On Fri, Jun 26, 2020 at 05:24:36PM -0700, Peter Geoghegan wrote:
On Fri, Jun 26, 2020 at 4:59 PM Tomas Vondra
<tomas.von...@2ndquadrant.com> wrote:
I agree larger work_mem for hashagg (and thus less spilling) may mean
lower work_mem for so some other nodes that are less sensitive to this.
But I think this needs to be formulated as a cost-based decision,
although I don't know how to do that for the reasons I explained before
(bottom-up plan construction vs. distributing the memory budget).

Why do you think that it needs to be formulated as a cost-based
decision? That's probably true of a scheme that allocates memory very
intelligently, but what about an approach that's slightly better than
work_mem?


Well, there are multiple ideas discussed in this (sub)thread, one of
them being a per-query memory limit. That requires decisions how much
memory should different nodes get, which I think would need to be
cost-based.

What problems do you foresee (if any) with adding a hash_mem GUC that
gets used for both planning and execution for hash aggregate and hash
join nodes, in about the same way as work_mem is now?


Of course, a simpler scheme like this would not require that. And maybe
introducing hash_mem is a good idea - I'm not particularly opposed to
that, actually. But I think we should not introduce separate memory
limits for each node type, which was also mentioned earlier.

The problem of course is that hash_mem does not really solve the issue
discussed at the beginning of this thread, i.e. regressions due to
underestimates and unexpected spilling at execution time.

The thread is getting a rather confusing mix of proposals how to fix
that for v13 and proposals how to improve our configuration of memory
limits :-(

FWIW some databases already do something like this - SQL Server has
something called "memory grant" which I think mostly does what you
described here.

Same is true of Oracle. But Oracle also has simple work_mem-like
settings for sorting and hashing. People don't really use them anymore,
but apparently it was once common for the DBA to explicitly give over
more memory to hashing -- much like the hash_mem setting I asked about.
IIRC the same is true of DB2.


Interesting. What is not entirely clear to me how do these databases
decide how much should each node get during planning. With the separate
work_mem-like settings it's fairly obvious, but how do they do that with
the global limit (either per-instance or per-query)?

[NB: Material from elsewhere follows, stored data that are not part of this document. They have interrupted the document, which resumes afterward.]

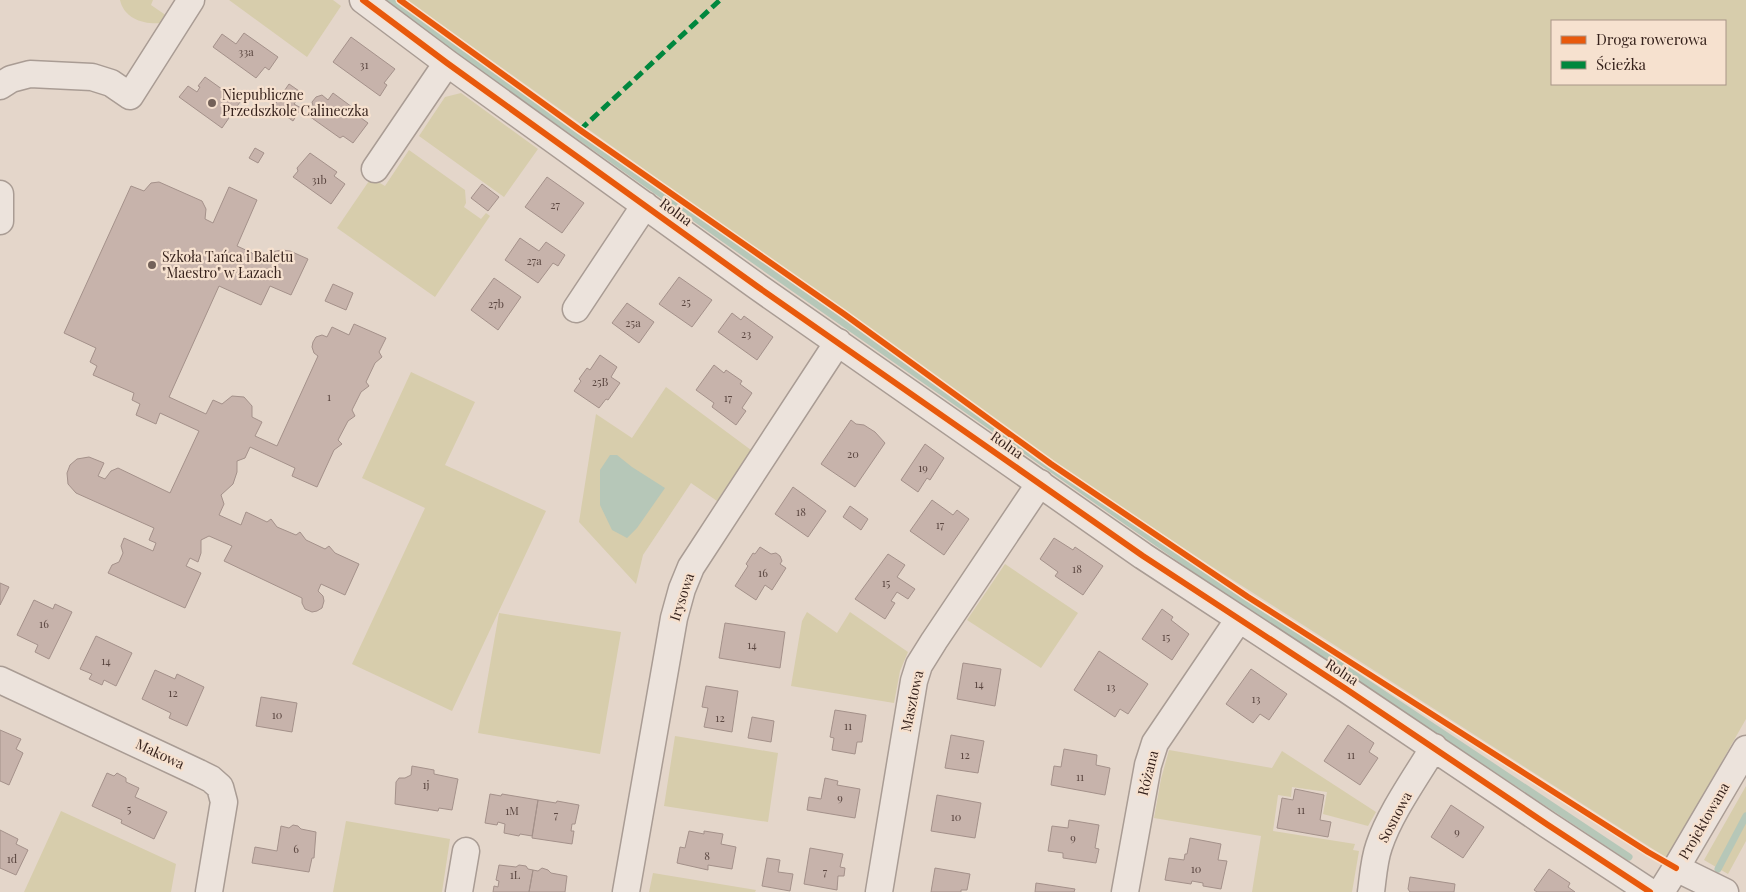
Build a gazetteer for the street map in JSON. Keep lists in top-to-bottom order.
{
  "streets": {
    "street": [
      "Rolna",
      "Irysowa",
      "Masztowa",
      "Makowa",
      "Różana",
      "Sosnowa",
      "Projektowana"
    ]
  },
  "crossings": [
    ["Rolna", "Irysowa"],
    ["Rolna", "Masztowa"],
    ["Rolna", "Różana"],
    ["Rolna", "Sosnowa"]
  ],
  "places": ["Niepubliczne Przedszkole Calineczka", "Szkoła Tańca i Baletu \"Maestro\" w Łazach"],
  "house_numbers": [
    "33a",
    "31",
    "31b",
    "27",
    "27a",
    "25",
    "27b",
    "25a",
    "23",
    "25B",
    "1",
    "17",
    "20",
    "19",
    "18",
    "17",
    "18",
    "16",
    "15",
    "16",
    "15",
    "14",
    "14",
    "14",
    "13",
    "12",
    "13",
    "10",
    "12",
    "11",
    "12",
    "11",
    "11",
    "1j",
    "9",
    "5",
    "11",
    "1M",
    "7",
    "10",
    "9",
    "9",
    "6",
    "8",
    "1d",
    "10",
    "7",
    "1L"
  ],
  "legend": ["Droga rowerowa", "Ścieżka"]
}
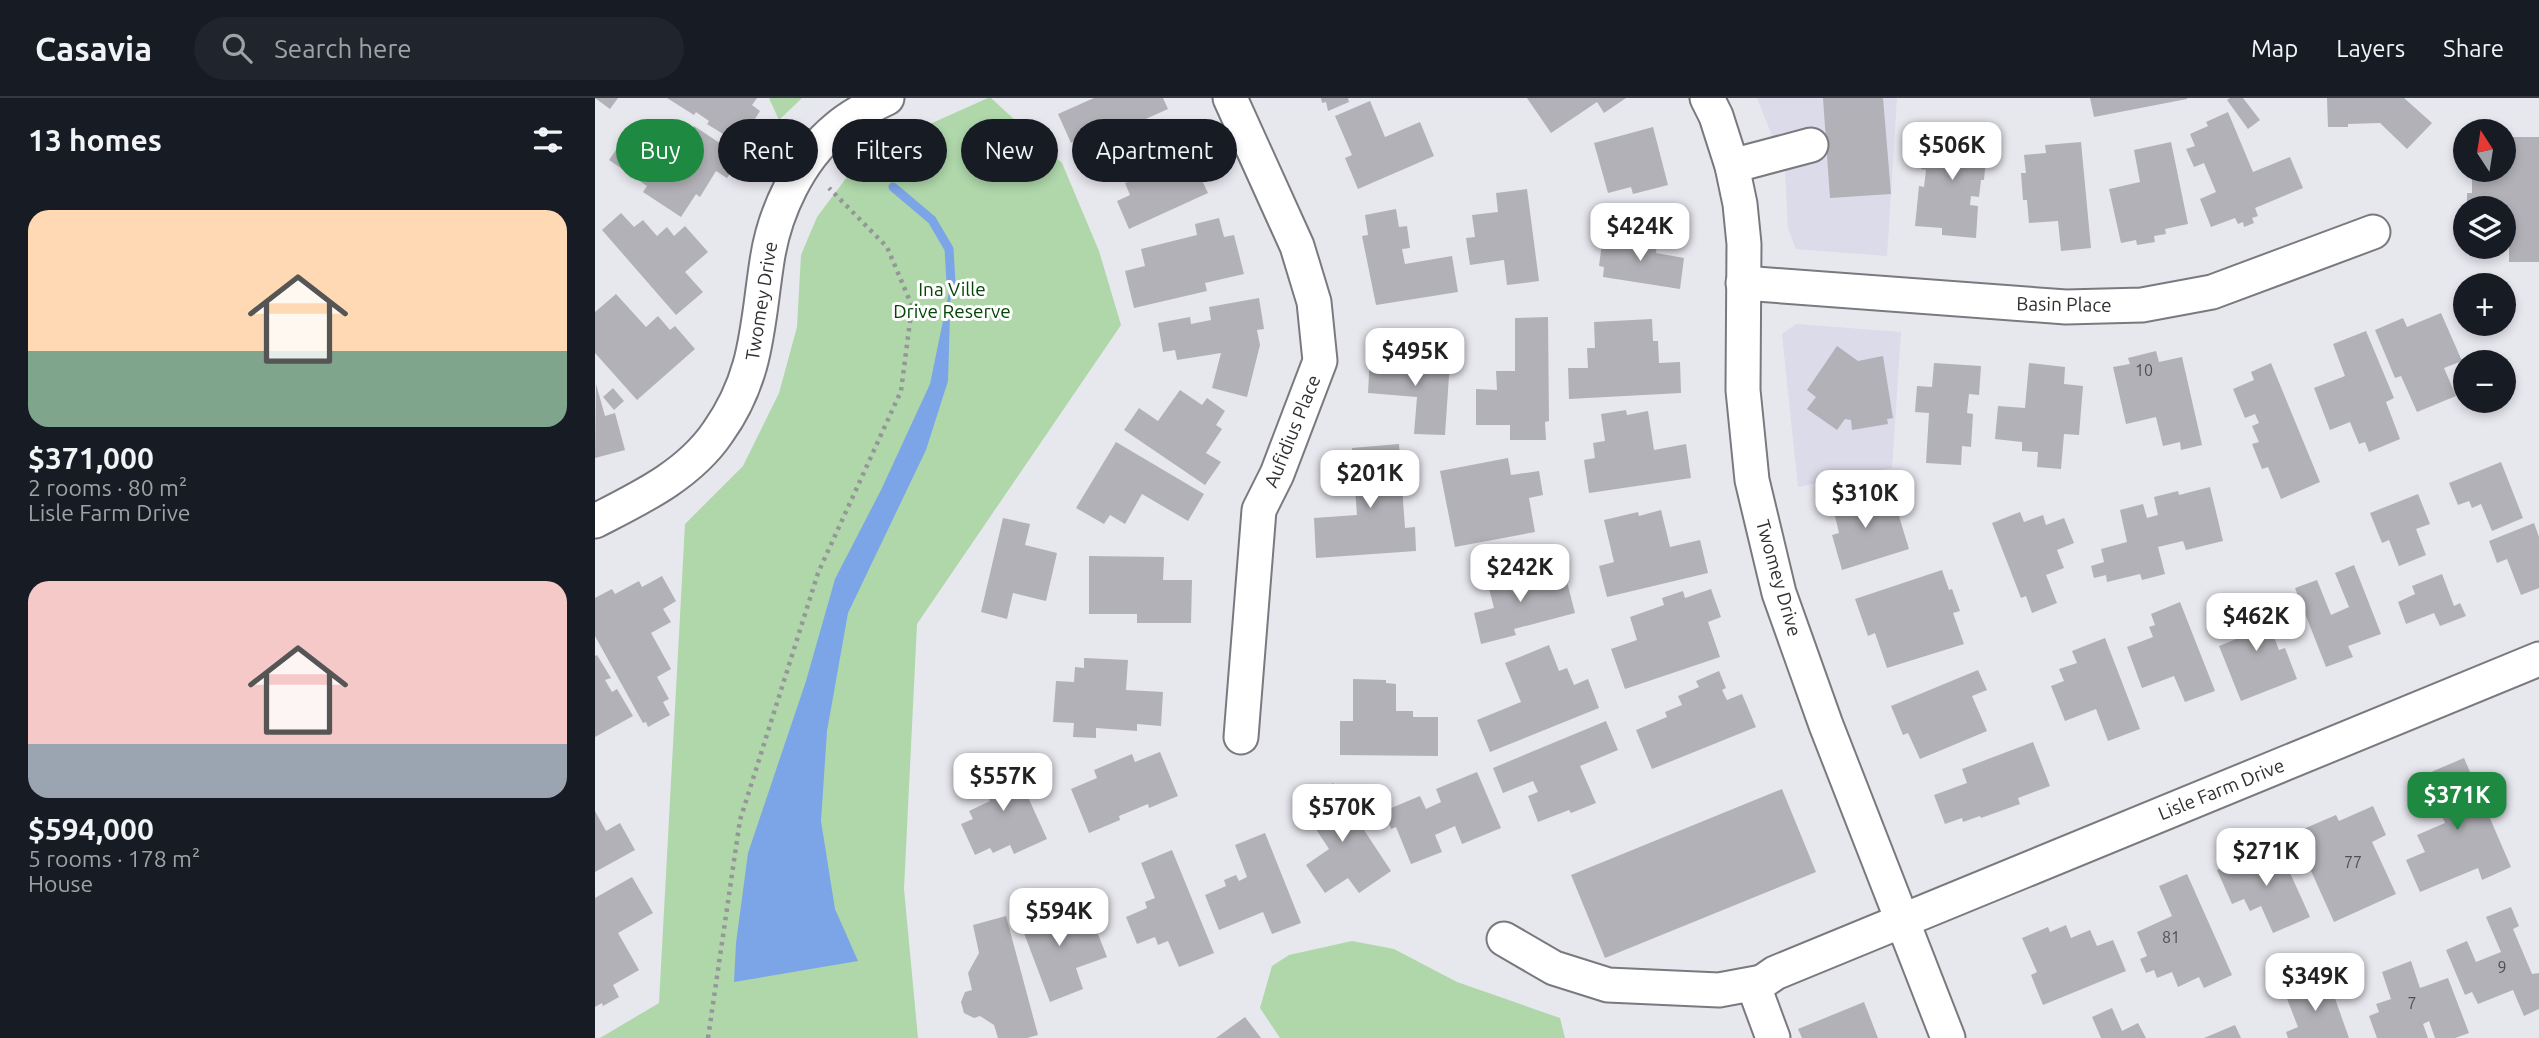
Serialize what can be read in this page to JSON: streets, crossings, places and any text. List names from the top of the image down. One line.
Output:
{"streets":{"street":["Twomey Drive","Basin Place","Aufidius Place","Lisle Farm Drive"]},"crossings":[["Twomey Drive","Basin Place"],["Twomey Drive","Lisle Farm Drive"]],"parks":["Ina Ville Drive Reserve"],"house_numbers":["10","77","81","9","7"],"north":"top","page":{"header":"Casavia","search":"Search here","nav":["Map","Layers","Share"],"heading":"13 homes","map_buttons":["+","−"],"chip":["Buy","Rent","Filters","New","Apartment"],"price":["$506K","$424K","$495K","$201K","$310K","$242K","$462K","$557K","$371K","$570K","$271K","$594K","$349K"],"list":[{"name":"$371,000","note":"2 rooms · 80 m² · Lisle Farm Drive"},{"name":"$594,000","note":"5 rooms · 178 m² · House"}]}}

The difference between sort and hashagg spills is that for sorts
there is no behavior change. Plans that did (not) spill in v12 will
behave the same way on v13, modulo some random perturbation. For
hashagg that's not the case - some queries that did not spill before
will spill now.

So even if the hashagg spills are roughly equal to sort spills, both
are significantly more expensive than not spilling.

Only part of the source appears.